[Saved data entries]
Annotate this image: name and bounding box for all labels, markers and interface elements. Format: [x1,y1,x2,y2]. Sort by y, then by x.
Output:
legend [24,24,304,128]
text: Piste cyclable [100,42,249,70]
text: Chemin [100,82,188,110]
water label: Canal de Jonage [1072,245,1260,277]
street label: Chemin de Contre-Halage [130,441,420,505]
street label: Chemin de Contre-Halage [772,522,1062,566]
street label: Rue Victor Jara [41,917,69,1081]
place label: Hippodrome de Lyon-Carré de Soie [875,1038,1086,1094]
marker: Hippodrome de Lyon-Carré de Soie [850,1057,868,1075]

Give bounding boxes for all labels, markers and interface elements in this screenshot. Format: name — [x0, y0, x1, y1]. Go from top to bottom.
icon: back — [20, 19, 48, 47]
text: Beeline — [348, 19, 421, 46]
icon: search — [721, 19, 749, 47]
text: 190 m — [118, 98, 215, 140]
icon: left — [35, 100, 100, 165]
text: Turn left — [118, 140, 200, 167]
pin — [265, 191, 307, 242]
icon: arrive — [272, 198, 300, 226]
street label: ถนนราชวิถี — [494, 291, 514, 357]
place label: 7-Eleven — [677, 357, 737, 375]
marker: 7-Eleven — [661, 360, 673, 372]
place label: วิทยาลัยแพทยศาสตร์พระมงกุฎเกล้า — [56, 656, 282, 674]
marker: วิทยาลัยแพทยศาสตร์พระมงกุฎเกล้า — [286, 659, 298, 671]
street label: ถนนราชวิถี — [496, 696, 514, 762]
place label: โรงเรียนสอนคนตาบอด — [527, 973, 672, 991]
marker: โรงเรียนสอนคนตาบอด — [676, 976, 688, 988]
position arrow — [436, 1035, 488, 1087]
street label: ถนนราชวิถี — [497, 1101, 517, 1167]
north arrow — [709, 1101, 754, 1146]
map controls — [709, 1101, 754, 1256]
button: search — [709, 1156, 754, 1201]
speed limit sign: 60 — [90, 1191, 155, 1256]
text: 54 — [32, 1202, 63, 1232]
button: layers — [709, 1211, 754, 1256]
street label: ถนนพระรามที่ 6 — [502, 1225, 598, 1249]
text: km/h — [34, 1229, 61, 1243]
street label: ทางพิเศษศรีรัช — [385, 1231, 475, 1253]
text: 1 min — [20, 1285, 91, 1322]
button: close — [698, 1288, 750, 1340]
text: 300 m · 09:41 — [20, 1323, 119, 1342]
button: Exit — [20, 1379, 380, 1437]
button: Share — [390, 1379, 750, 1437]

[WHAT YOU SHOULD DO] Your answer should be the records themselves, returned word for word.

[RESPONSE BELOW]
Annotate this image: name and bounding box for all labels, markers and interface elements. Format: [x1,y1,x2,y2]. Sort by y, then by x.
Output:
legend [24,24,304,128]
text: Piste cyclable [100,42,249,70]
text: Chemin [100,82,188,110]
water label: Canal de Jonage [1072,245,1260,277]
street label: Chemin de Contre-Halage [130,441,420,505]
street label: Chemin de Contre-Halage [772,522,1062,566]
street label: Rue Victor Jara [41,917,69,1081]
place label: Hippodrome de Lyon-Carré de Soie [875,1038,1086,1094]
marker: Hippodrome de Lyon-Carré de Soie [850,1057,868,1075]

Give bounding boxes for all labels, markers and interface elements in this screenshot. Format: name — [x0, y0, x1, y1]. Go from top to bottom.
icon: back — [20, 19, 48, 47]
text: Beeline — [348, 19, 421, 46]
icon: search — [721, 19, 749, 47]
text: 190 m — [118, 98, 215, 140]
icon: left — [35, 100, 100, 165]
text: Turn left — [118, 140, 200, 167]
pin — [265, 191, 307, 242]
icon: arrive — [272, 198, 300, 226]
street label: ถนนราชวิถี — [494, 291, 514, 357]
place label: 7-Eleven — [677, 357, 737, 375]
marker: 7-Eleven — [661, 360, 673, 372]
place label: วิทยาลัยแพทยศาสตร์พระมงกุฎเกล้า — [56, 656, 282, 674]
marker: วิทยาลัยแพทยศาสตร์พระมงกุฎเกล้า — [286, 659, 298, 671]
street label: ถนนราชวิถี — [496, 696, 514, 762]
place label: โรงเรียนสอนคนตาบอด — [527, 973, 672, 991]
marker: โรงเรียนสอนคนตาบอด — [676, 976, 688, 988]
position arrow — [436, 1035, 488, 1087]
street label: ถนนราชวิถี — [497, 1101, 517, 1167]
north arrow — [709, 1101, 754, 1146]
map controls — [709, 1101, 754, 1256]
button: search — [709, 1156, 754, 1201]
speed limit sign: 60 — [90, 1191, 155, 1256]
text: 54 — [32, 1202, 63, 1232]
button: layers — [709, 1211, 754, 1256]
street label: ถนนพระรามที่ 6 — [502, 1225, 598, 1249]
text: km/h — [34, 1229, 61, 1243]
street label: ทางพิเศษศรีรัช — [385, 1231, 475, 1253]
text: 1 min — [20, 1285, 91, 1322]
button: close — [698, 1288, 750, 1340]
text: 300 m · 09:41 — [20, 1323, 119, 1342]
button: Exit — [20, 1379, 380, 1437]
button: Share — [390, 1379, 750, 1437]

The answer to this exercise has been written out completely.